All lines of the material that contain "turn" must be copied out.

DATA FOR PROCESSING section start

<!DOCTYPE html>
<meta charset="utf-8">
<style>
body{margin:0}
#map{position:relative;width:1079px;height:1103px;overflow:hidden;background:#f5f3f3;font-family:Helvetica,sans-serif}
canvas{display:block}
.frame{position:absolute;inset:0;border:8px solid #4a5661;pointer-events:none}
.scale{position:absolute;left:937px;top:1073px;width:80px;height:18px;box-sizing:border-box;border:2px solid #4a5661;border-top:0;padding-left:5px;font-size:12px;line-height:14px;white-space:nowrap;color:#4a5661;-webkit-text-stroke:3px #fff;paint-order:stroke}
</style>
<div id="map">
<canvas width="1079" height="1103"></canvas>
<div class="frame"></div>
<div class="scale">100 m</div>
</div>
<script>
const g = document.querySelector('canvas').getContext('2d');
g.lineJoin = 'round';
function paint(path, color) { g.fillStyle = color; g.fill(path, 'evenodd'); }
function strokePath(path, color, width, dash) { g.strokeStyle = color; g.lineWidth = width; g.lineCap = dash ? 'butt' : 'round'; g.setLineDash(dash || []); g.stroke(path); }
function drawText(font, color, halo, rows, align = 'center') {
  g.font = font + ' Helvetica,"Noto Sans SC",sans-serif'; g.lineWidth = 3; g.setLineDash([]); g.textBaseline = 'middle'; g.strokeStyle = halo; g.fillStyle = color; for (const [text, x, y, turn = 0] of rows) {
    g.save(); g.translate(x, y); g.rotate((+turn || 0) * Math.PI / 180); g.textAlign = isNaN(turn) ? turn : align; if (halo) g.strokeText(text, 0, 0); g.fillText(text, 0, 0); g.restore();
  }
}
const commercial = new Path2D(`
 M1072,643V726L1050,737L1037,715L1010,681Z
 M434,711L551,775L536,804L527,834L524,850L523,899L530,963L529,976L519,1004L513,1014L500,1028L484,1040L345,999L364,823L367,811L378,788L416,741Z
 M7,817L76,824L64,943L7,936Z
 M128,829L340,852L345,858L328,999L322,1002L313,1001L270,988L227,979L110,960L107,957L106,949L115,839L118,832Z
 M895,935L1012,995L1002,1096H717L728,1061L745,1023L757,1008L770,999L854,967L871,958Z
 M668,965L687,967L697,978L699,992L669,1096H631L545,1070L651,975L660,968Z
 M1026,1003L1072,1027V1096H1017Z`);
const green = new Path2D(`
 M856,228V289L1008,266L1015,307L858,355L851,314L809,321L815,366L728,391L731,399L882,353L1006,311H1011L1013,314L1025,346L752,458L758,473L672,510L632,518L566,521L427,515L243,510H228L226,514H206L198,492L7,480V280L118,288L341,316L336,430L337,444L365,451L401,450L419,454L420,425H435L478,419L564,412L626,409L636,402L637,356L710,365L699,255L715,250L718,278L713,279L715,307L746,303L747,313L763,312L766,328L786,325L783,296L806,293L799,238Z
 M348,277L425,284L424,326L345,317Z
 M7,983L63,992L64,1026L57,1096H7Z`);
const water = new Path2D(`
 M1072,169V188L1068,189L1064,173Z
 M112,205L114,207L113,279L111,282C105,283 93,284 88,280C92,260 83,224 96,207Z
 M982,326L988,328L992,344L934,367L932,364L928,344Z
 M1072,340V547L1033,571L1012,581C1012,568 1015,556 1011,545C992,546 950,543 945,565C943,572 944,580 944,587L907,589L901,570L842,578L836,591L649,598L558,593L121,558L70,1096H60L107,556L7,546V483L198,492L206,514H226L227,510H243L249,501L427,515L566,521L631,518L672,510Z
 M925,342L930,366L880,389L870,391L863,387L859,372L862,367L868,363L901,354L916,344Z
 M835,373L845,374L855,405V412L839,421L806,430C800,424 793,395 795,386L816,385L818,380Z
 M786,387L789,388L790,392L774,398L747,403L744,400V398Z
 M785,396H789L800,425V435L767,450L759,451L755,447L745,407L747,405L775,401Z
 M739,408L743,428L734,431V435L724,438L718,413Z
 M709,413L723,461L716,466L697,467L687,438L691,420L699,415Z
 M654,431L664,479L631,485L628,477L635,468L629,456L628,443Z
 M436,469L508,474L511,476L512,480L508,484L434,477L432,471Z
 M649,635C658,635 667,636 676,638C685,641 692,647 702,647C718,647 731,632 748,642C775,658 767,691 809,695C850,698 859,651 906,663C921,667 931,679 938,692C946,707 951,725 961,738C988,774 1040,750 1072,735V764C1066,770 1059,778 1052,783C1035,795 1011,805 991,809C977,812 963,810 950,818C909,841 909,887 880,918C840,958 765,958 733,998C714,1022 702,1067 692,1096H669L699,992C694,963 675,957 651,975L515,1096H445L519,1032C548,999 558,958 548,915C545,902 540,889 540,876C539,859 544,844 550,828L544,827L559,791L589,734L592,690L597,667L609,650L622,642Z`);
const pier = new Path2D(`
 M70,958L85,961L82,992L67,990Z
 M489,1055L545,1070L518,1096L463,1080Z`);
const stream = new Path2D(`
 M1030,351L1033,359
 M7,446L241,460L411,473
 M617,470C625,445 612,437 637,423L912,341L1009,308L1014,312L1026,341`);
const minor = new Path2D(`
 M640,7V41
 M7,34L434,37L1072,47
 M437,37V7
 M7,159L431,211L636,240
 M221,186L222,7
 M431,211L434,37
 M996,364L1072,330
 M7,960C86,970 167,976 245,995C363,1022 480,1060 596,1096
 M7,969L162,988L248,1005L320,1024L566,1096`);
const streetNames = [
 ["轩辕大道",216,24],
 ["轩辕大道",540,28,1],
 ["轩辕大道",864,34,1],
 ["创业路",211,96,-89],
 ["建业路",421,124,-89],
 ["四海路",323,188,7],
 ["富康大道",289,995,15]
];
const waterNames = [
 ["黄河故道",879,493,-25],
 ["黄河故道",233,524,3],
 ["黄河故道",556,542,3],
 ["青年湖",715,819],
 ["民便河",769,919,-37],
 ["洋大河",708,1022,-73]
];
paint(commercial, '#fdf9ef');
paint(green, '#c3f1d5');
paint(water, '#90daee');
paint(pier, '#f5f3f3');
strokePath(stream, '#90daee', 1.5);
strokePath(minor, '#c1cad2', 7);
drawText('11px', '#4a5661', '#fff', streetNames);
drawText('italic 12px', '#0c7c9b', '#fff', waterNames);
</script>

DATA FOR PROCESSING section end

ANSWER SPACE →
  g.font = font + ' Helvetica,"Noto Sans SC",sans-serif'; g.lineWidth = 3; g.setLineDash([]); g.textBaseline = 'middle'; g.strokeStyle = halo; g.fillStyle = color; for (const [text, x, y, turn = 0] of rows) {
    g.save(); g.translate(x, y); g.rotate((+turn || 0) * Math.PI / 180); g.textAlign = isNaN(turn) ? turn : align; if (halo) g.strokeText(text, 0, 0); g.fillText(text, 0, 0); g.restore();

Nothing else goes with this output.